Our plan was to test theories about resource problems predicting war against other theories, particularly psychological theories suggesting that frustrating socialization (harsh socialization, sexual restrictiveness, low need satisfaction) may increase the likelihood of war. Because few societies could be rated on all variables, we pursued a two-pronged approach in the statistical analysis. We chose the strongest significant bivariate predictor in each set of related variables (e.g., pertaining to harsh socialization) to include in the multiple regression analysis. We found no significant bivariate relationships between war and 21 measures of harsh socialization (see footnote 2 in C. R. Ember and M. Ember 1994) or between war and 2 measures of sexual restrictiveness in boys (see footnote 10 in C. R. Ember and M. Ember 1992). So we did not include harsh socialization or sexual restrictiveness in the multiple regression model.
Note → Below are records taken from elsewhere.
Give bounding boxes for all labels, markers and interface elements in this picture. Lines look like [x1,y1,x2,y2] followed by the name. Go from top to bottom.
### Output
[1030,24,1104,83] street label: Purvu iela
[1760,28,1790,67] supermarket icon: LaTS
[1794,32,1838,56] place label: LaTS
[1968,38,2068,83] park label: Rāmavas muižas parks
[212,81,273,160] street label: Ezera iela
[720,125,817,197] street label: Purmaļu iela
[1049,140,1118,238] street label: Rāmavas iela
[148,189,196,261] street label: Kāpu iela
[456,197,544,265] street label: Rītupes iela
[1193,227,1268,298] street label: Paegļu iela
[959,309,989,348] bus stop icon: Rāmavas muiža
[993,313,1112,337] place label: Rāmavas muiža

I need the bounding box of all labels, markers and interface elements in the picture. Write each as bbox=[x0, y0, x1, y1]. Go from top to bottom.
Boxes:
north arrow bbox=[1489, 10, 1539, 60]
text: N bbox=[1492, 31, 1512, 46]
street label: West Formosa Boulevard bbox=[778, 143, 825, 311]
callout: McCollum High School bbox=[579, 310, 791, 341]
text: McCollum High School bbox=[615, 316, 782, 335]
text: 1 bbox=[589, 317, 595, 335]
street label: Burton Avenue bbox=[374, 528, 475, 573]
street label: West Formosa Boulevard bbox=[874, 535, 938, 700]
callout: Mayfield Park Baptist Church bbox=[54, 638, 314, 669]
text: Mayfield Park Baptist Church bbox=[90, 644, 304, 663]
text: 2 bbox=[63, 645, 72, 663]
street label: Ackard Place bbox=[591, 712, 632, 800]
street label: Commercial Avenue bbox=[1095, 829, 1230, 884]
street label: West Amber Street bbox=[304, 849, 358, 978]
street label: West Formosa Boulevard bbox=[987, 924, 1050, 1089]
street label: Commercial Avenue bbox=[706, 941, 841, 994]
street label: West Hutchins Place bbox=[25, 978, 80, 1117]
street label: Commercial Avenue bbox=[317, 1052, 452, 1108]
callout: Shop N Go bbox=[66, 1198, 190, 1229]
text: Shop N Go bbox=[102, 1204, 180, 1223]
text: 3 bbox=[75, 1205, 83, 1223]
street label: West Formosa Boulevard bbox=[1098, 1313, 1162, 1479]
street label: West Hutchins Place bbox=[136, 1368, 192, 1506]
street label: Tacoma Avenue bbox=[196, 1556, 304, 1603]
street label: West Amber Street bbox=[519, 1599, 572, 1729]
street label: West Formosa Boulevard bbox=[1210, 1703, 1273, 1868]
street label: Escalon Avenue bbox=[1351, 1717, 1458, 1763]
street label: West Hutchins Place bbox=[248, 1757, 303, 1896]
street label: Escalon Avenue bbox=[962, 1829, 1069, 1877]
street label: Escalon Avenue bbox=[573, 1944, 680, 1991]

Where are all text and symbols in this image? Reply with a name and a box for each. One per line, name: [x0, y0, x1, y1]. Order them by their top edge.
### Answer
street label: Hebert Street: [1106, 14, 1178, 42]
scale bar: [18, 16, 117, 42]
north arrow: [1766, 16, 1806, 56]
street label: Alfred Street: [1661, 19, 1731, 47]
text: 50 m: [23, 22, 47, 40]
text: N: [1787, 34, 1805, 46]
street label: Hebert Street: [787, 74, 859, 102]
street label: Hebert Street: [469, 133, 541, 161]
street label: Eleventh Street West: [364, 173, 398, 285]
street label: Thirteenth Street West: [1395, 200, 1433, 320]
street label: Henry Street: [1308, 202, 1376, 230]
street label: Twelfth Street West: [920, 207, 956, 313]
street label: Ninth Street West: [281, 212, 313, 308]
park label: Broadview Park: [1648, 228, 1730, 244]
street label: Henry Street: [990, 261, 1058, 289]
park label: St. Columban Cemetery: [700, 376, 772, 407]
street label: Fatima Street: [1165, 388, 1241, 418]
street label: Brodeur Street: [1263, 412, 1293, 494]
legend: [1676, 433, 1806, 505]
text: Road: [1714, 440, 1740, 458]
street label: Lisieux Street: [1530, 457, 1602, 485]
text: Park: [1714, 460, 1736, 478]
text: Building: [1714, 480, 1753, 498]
Threat of unpredictable natural disasters was the strongest of the indicators of resource predictors and socialization for mistrust, e.g., telling children not to visit neighbors, warning them about witches (the codings on this variable came from Barry et al. 1976) was the strongest bivariate predictor in the set of variables pertaining to low need satisfaction. Column 1 of Table 2 displays the multiple regression analysis using the dichotomized measure of threat of disasters and socialization for mistrust. The socialization for mistrust predictor is not nearly as strong a predictor (the standardized coefficient is .296, p < .025, one tail) as the threat of disasters predictor (the standardized coefficient is .591, p < .001, one tail).

In contrast to the threat of disasters predictor, we found in a previous analysis (not shown) that chronic scarcity is not a significant predictor of war frequency in a multiple regression analysis (C. R. Ember and M. Ember 1992b). This fact suggests to us that it is the fear of unpredictable scarcity, rather than the experience of shortages, that mainly motivates people to go to war. As we mentioned earlier, the bivariate relationship between threat of disasters and warfare is not linear. Societies with only the threat of scarcity, with a memory of unpredictable shortages but no actual shortages during the measured 25-year period, fought very frequently, just like societies that had actually had one or more scarcity-producing disasters in the previous 25 years. So we think that people may decide to go to war because they want to cushion the impact of expected but unpredictable disasters, scarcity-producing events they expect to occur in the future but cannot predict or control or prevent. The idea that war is an attempt ahead of time to mitigate the effects of unpredictable disasters is supported by the results pertaining to the outcomes of war. Almost always in our sample cases, the victors in war take land or other resources from the defeated, even if the victors do not have resource problems at the time. If you don't need resources at the time, why take resources from the enemy, if not to protect against anticipated but unpredictable scarcity? And not just agriculturalists take resources if they win. Even foragers do. For example, they take hunting territory. It appears then that people even in pre-capitalist societies may have been mainly motivated to go to war for economic reasons, particularly to cushion themselves against expected but unpredictable scarcity.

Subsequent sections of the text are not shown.